The film Iron Man is replete with such reversals, starting with the obvious fact that, in Afghanistan, it is Americans who have imprisoned captured members of al-Qaeda and the Taliban (as well as untold innocents) in exceedingly grim conditions, not vice-versa. It is they who, like Tony Stark, have been subjected to the Bush administration’s signature "harsh interrogation technique." While a few reviewers have offhandedly alluded to the eeriness of this screen choice, Iron Man has suffered no serious criticism for taking the imprisonment practices, and most infamous torture, of the Bush years and superimposing it onto America’s favorite evil-doers. Nor have critics generally thought to point out that, while, in the film, the nefarious Obadiah Stane, Stark’s right hand man, is a double-dealing arms dealer who is selling high-tech weapons systems to the terrorists in Afghanistan (and trying to kill Stark as well), two decades ago the U.S. government played just that role. For years, it sent advanced weapons systems — including Stinger missiles, one of the most high-tech weapons of that moment — to jihadis in Afghanistan so they could make war on one infidel superpower (the Soviet Union), before setting their sights on another (the United States). And while this took place way back in the 1980s, it shouldn’t be too hard for film critics to recall – since it was lionized in last year’s celebrated Tom Hanks film Charlie Wilson’s War.

In the cinematic Marvel Universe, however, the U.S. military, which runs the notorious prison at Bagram Air Base in Afghanistan where so many have been imprisoned, abused, and, in some cases, have even died, receives a veritable get out of jail free card. And you don’t need to look very closely to understand why — or why the sleek U.S. aircraft in the film get a similar free pass from Iron Man, even when they attack him, or why terrorists and arms dealers take the fall for what the U.S. has done in the real world.

If they didn’t, you can be sure that Iron Man wouldn’t be involved in a blue-skies ballet with F-22A Raptors in the movie’s signature scene and that the filmmakers would never have been able to shoot at Edwards Air Force base — a prospect which could have all but grounded Iron Man, since, as director Jon Favreau put it, Edwards was "the best back lot you could ever have." Favreau, in fact, minced no words in his ardent praise for the way working with the Air Force gave him access to the "best stuff" and how filming on the base brought "a certain prestige to the film." Perhaps in exchange for the U.S. Air Force’s collaboration, there was an additional small return favor: Iron Man’s confidant, sidekick, and military liaison, Lt. Col. James "Rhodey" Rhodes — another hero of the film — is now an Air Force man, not the Marine he was in the comic.

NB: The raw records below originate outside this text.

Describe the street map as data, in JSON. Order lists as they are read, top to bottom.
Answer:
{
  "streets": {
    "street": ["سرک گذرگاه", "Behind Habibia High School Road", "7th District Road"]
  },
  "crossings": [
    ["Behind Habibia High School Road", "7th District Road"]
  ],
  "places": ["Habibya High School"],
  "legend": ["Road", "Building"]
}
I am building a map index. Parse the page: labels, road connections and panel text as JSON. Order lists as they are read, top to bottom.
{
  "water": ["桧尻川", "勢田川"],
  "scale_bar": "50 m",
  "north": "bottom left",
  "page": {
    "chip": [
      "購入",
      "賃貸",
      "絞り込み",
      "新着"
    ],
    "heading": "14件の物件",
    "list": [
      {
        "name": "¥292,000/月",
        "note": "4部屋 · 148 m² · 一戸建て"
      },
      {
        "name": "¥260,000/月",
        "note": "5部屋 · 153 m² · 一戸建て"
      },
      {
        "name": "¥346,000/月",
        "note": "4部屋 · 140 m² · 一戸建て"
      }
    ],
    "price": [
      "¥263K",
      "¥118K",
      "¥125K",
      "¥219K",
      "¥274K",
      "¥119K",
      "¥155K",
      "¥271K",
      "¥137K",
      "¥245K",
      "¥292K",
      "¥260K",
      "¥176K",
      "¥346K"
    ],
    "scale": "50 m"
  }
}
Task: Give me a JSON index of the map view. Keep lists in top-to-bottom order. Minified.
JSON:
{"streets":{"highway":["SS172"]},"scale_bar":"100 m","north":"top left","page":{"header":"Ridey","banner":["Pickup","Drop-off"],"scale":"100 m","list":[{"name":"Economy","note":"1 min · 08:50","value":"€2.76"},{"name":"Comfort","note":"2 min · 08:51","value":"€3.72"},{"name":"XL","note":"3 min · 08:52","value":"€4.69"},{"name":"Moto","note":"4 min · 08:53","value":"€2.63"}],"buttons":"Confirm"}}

With the box office numbers still pouring in and the announcement of sequels to come, the arrangement has obviously worked out well for Favreau, Marvel, Paramount — and the U.S. Air Force. Before the movie was released, Master Sergeant Larry Belen, the superintendent of technical support for the Air Force Test Pilot School and one of many airmen who auditioned for a spot in the movie, outlined his motivation to aid the film: "I want people to walk away from this movie with a really good impression of the Air Force, like they got about the Navy seeing Top Gun."

Air Force captain Christian Hodge, the Defense Department’s project officer for Iron Man, may have put it best, however, when he predicted that, once the film appeared, the "Air Force is going to come off looking like rock stars." Maybe the Air Force hasn’t hit the Top Gun-style jackpot with Iron Man, but there can be no question that, in an American world in which war-fighting doesn’t exactly have the glitz of yesteryear, Iron Man is certainly a military triumph. As Chuck Vinch noted in a review published in the Air Force Times, "The script… will surely have the flyboy brass back at the Pentagon trading high fives — especially the scene in which Iron Man dogfights in the high clouds with two F-22 Raptors."

Coming on the heels of last year’s military-aided mega-spectacular Transformers, the Pentagon is managing to keep a steady stream of pro-military blockbusters in front of young eyes during two dismally unsuccessful foreign occupations that grind on without end. In his Iron Man review, Roger Ebert called the pre-transformation Tony Stark, "the embodiment of the military-industrial complex that President Eisenhower warned against in 1961 — a financial superhero for whom war is good business, and whose business interests guarantee there will always be a market for war."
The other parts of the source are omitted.